* _WORK INSTRUCTIONS_: Below are the records. State how many of their lines hold the word "river", and add nothing else.

Start of DATASET ENTRIES

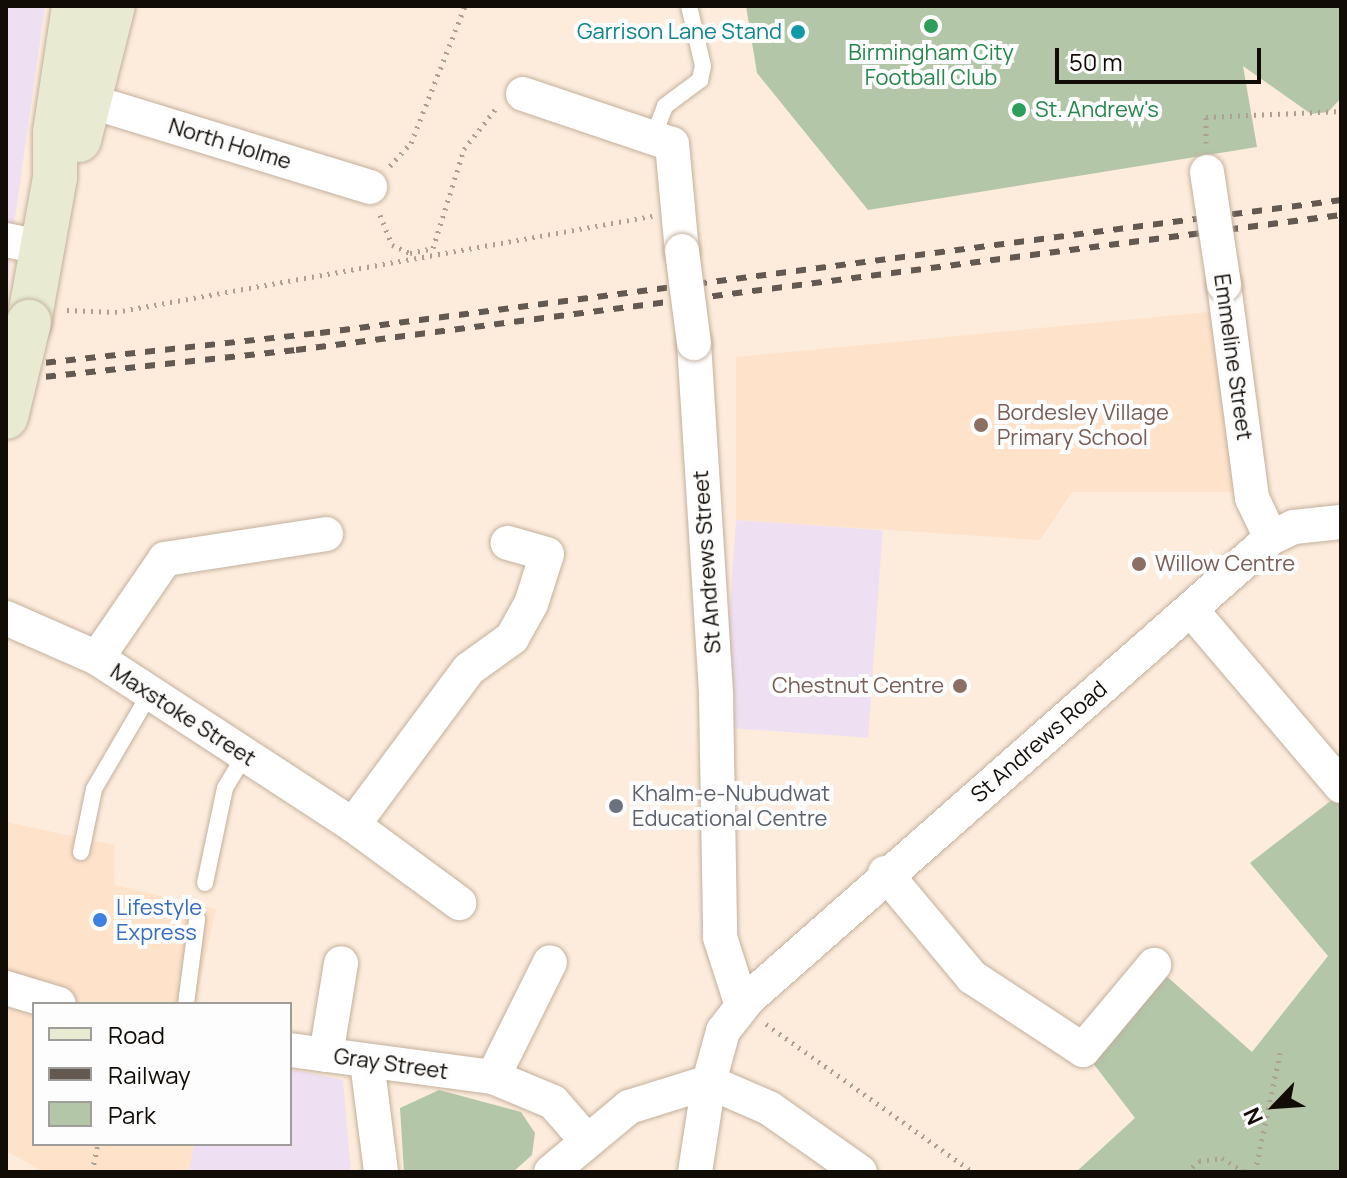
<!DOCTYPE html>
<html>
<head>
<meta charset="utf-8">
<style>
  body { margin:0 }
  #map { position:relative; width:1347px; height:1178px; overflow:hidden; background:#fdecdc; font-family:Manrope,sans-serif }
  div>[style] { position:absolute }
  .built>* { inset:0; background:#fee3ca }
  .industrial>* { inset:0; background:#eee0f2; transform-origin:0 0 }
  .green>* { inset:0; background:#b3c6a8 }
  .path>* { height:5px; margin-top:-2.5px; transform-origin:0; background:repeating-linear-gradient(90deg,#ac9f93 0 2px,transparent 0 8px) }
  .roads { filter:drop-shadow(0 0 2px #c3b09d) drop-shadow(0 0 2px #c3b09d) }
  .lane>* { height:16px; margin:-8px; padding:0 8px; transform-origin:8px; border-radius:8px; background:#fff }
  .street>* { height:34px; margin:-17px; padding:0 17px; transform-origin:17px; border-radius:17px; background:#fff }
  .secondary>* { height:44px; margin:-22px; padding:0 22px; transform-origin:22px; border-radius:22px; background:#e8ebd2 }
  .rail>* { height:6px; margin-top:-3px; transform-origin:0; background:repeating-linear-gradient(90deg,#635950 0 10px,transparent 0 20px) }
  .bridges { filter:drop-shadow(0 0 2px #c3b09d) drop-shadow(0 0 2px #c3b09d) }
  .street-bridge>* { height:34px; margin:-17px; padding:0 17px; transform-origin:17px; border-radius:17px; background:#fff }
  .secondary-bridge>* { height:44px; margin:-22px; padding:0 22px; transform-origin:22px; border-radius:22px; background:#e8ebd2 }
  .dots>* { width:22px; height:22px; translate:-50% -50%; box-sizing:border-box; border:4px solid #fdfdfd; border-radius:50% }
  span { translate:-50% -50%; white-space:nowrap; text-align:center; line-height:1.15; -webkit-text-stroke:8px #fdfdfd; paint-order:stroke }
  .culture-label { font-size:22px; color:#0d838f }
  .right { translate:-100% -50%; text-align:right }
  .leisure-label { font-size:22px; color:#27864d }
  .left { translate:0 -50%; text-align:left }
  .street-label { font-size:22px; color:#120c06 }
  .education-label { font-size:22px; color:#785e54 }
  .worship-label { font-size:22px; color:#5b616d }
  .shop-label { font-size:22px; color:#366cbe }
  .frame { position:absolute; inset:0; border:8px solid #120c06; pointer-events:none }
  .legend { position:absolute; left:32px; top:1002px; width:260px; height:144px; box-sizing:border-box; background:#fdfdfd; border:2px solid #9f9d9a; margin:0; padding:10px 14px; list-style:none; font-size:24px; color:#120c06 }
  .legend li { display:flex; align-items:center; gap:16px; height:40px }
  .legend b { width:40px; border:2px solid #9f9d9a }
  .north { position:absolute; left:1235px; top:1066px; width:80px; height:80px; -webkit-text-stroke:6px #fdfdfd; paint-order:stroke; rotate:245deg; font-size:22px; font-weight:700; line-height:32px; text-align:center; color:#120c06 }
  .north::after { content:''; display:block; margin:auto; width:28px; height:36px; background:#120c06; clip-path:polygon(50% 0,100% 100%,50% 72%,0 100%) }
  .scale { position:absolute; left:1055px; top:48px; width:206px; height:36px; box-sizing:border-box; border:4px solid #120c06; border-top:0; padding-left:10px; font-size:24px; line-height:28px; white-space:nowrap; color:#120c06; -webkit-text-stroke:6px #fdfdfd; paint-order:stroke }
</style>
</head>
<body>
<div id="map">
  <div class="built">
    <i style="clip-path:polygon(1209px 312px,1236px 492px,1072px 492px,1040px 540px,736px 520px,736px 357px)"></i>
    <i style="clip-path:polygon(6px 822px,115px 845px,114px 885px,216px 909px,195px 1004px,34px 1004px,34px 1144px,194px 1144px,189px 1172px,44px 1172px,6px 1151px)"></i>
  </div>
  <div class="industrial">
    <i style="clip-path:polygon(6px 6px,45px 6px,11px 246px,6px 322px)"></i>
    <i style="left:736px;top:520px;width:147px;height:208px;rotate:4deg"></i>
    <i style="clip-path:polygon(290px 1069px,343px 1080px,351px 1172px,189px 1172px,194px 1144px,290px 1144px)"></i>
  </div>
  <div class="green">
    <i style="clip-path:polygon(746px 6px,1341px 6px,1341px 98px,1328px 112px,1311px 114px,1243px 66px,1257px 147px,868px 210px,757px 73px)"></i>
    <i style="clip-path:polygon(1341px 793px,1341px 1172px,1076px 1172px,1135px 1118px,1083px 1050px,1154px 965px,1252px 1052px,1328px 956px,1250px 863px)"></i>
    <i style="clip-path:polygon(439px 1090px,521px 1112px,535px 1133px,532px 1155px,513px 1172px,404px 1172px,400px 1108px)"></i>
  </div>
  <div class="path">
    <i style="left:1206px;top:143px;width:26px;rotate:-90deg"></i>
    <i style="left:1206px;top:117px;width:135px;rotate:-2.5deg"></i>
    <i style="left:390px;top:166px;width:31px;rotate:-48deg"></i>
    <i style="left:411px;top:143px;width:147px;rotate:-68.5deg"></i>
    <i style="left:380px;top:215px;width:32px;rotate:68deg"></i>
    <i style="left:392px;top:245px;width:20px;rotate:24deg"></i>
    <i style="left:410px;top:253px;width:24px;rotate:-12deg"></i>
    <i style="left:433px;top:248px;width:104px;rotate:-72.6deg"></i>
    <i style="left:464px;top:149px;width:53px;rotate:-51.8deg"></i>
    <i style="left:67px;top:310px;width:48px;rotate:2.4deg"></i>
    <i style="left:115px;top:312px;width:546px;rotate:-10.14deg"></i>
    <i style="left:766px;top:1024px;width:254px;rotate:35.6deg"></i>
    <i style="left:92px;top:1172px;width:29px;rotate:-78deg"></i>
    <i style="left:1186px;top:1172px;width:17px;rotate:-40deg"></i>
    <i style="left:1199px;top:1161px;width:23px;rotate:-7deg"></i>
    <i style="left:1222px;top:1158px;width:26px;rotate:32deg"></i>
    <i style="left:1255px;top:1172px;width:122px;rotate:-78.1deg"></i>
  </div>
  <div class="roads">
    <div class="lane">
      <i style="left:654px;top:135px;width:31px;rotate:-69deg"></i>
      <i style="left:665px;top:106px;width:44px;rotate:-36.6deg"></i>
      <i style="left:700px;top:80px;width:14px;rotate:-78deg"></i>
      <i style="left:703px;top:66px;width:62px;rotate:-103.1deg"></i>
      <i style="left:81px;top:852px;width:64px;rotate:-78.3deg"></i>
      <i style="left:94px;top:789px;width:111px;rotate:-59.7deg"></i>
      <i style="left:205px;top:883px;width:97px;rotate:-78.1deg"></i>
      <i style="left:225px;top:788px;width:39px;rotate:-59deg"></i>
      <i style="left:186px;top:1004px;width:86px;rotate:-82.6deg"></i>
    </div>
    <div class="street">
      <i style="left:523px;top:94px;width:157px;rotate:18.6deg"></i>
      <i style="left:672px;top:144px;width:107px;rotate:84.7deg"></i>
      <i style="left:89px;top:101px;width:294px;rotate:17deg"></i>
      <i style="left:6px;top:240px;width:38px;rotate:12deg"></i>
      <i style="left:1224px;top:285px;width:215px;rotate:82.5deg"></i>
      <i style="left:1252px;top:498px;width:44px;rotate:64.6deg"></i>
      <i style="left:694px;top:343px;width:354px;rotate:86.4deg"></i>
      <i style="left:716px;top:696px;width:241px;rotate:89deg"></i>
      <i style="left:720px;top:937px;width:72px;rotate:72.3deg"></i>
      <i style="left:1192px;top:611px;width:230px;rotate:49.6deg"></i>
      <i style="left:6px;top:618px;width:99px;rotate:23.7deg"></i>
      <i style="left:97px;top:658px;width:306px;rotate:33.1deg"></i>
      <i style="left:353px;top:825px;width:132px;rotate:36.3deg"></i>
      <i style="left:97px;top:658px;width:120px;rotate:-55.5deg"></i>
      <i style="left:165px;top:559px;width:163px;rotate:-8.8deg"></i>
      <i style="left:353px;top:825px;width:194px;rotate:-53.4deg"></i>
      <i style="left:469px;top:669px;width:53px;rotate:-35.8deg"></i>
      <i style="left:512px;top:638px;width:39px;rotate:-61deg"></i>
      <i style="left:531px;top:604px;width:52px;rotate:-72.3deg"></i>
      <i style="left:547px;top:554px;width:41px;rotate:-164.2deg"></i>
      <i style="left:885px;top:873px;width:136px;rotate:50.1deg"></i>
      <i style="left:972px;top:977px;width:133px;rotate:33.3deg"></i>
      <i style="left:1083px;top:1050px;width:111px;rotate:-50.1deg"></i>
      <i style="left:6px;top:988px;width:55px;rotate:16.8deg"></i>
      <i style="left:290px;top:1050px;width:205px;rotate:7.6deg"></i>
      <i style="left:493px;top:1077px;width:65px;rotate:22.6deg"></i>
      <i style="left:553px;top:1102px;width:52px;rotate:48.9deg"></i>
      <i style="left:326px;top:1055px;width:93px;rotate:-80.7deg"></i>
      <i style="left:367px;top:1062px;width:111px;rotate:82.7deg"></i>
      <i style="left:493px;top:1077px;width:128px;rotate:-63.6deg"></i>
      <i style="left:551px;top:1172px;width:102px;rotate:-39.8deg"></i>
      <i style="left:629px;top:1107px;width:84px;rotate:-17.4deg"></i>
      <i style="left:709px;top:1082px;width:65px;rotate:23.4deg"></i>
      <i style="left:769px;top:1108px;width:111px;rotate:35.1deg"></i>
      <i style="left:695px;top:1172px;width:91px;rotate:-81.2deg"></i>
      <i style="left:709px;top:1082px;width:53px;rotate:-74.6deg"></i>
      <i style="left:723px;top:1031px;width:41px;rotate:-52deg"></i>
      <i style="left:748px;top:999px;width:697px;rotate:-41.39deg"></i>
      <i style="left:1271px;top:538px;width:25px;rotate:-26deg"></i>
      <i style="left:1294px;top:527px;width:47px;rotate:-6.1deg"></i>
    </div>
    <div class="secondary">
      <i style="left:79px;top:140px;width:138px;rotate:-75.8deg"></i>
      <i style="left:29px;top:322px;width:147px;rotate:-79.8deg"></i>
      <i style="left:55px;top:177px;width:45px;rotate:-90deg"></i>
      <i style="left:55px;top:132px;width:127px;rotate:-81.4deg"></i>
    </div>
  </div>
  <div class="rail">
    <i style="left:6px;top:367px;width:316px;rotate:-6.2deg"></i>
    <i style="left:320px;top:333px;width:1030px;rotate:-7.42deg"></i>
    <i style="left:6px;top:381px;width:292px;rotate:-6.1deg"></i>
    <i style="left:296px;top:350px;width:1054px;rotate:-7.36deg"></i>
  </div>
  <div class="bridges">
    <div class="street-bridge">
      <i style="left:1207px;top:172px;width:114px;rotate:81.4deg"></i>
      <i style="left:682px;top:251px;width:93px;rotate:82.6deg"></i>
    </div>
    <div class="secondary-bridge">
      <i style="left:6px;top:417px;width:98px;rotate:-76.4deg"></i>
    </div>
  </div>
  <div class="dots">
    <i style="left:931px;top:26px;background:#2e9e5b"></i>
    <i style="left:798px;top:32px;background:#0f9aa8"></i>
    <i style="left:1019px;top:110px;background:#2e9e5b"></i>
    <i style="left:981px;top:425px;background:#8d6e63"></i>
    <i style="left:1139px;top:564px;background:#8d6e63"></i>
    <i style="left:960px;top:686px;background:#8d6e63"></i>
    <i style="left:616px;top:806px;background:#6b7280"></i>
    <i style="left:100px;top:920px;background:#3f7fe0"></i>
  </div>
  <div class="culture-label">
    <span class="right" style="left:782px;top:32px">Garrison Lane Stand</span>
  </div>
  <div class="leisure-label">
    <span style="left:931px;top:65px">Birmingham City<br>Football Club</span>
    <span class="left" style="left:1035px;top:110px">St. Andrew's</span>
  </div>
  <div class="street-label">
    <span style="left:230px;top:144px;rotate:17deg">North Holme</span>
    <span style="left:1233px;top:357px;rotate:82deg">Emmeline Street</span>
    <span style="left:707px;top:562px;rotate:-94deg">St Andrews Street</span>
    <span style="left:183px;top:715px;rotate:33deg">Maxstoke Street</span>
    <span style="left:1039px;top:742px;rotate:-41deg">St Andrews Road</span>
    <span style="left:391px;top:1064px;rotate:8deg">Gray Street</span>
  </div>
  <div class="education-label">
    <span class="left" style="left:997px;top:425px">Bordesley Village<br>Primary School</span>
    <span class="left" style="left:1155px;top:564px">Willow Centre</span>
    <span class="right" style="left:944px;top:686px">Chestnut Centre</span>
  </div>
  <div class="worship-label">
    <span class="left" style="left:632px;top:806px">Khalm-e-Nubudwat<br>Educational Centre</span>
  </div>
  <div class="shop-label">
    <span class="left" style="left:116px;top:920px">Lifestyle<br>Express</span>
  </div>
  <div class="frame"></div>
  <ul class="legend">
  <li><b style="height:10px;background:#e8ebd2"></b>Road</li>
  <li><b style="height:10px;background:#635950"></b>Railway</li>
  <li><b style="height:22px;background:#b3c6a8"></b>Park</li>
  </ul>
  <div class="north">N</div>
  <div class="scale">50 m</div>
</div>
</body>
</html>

End of DATASET ENTRIES
Start of DATASET ENTRIES

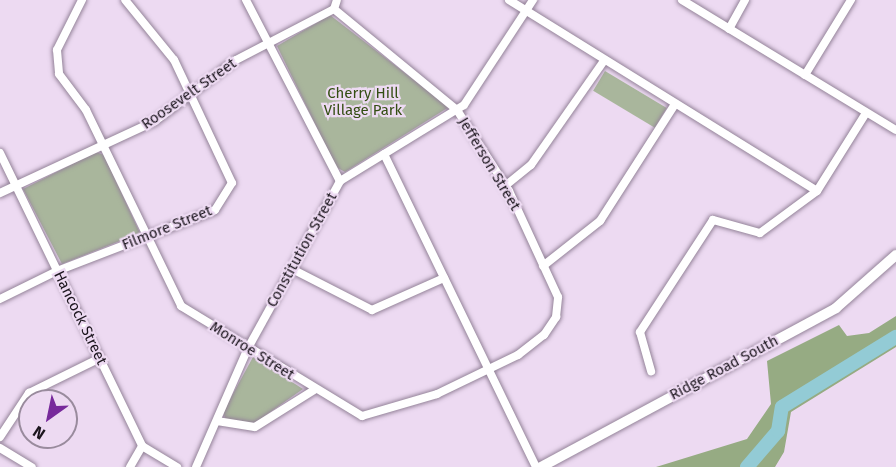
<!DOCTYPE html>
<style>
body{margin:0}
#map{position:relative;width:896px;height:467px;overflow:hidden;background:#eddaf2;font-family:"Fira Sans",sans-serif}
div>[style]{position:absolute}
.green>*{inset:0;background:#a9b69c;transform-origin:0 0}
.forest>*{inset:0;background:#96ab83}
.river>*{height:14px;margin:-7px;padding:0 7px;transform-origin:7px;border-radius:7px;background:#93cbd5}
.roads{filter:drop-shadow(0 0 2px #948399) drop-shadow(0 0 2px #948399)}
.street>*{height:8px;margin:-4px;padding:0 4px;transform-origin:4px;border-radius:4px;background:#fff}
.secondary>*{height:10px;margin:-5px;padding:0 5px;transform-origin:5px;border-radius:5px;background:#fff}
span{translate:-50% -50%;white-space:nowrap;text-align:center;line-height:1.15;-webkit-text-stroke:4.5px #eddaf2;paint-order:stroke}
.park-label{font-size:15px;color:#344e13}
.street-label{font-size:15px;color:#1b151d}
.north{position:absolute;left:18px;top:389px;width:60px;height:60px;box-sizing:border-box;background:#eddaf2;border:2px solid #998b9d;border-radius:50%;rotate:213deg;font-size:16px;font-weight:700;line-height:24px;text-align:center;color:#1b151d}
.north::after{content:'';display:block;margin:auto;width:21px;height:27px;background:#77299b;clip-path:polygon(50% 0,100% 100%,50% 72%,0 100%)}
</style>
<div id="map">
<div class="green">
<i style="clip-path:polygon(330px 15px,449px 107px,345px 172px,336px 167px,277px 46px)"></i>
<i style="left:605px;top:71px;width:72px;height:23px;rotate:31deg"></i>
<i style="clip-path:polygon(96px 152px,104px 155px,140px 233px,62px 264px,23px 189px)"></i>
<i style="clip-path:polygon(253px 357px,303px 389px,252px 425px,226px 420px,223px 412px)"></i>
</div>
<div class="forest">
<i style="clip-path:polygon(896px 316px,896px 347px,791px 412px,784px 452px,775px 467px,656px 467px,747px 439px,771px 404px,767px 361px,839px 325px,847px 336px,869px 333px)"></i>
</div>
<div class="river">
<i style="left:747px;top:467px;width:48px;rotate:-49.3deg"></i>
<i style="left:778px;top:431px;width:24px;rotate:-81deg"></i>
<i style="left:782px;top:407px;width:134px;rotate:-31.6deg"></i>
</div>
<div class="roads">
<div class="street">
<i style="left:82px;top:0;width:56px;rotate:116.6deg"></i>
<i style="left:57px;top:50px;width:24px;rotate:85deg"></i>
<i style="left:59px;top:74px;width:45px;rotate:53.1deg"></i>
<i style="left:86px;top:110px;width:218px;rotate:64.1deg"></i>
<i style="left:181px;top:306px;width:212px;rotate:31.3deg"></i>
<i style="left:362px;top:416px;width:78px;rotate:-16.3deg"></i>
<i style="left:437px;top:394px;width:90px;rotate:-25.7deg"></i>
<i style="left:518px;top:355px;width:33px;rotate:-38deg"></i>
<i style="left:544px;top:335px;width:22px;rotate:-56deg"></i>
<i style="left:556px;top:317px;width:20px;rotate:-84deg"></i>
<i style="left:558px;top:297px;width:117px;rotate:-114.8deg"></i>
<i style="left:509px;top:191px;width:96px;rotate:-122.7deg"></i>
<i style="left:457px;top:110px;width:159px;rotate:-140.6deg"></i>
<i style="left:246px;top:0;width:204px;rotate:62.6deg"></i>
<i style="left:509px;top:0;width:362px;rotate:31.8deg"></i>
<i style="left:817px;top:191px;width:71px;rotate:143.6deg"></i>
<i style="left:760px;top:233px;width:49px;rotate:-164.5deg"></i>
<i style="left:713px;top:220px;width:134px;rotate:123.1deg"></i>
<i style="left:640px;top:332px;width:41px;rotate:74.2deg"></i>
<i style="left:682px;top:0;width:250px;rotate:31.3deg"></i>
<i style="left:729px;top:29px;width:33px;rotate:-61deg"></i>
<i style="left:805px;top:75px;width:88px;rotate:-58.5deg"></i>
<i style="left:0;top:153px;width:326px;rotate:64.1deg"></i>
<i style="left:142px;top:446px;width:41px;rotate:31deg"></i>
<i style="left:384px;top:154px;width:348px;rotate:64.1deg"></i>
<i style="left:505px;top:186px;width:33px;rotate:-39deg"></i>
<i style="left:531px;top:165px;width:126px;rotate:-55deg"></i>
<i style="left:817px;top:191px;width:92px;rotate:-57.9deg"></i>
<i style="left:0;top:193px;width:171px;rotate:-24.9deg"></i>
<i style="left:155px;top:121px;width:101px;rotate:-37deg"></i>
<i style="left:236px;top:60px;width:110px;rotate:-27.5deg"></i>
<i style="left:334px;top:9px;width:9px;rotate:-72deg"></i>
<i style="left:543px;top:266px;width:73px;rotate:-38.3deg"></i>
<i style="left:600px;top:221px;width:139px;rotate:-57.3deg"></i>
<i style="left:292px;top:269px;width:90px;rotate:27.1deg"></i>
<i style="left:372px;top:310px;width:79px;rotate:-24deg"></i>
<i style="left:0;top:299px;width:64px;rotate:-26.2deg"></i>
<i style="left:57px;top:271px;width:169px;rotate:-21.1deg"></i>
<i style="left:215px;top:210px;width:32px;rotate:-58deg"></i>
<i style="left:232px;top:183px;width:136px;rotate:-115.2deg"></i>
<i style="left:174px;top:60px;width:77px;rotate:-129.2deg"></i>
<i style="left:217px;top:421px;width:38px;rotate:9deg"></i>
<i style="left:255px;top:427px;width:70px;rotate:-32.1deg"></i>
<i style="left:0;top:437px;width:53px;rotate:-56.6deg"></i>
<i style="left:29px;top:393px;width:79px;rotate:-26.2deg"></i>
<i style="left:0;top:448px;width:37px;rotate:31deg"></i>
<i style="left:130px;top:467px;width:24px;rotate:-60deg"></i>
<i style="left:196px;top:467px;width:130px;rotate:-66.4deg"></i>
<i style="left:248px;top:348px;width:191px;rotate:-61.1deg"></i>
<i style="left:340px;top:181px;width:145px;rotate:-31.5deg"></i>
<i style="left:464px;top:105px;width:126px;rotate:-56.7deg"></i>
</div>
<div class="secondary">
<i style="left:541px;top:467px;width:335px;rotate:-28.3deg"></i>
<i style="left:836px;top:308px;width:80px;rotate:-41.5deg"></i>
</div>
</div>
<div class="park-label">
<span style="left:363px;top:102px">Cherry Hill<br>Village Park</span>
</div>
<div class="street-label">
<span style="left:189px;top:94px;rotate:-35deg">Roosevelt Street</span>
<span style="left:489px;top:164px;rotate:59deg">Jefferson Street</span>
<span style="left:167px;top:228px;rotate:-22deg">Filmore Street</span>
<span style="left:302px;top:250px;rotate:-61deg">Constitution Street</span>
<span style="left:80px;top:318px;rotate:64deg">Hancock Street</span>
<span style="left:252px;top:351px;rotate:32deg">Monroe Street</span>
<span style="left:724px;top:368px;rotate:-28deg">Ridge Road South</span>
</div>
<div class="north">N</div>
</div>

End of DATASET ENTRIES

* _WRITTEN ANSWER_: 2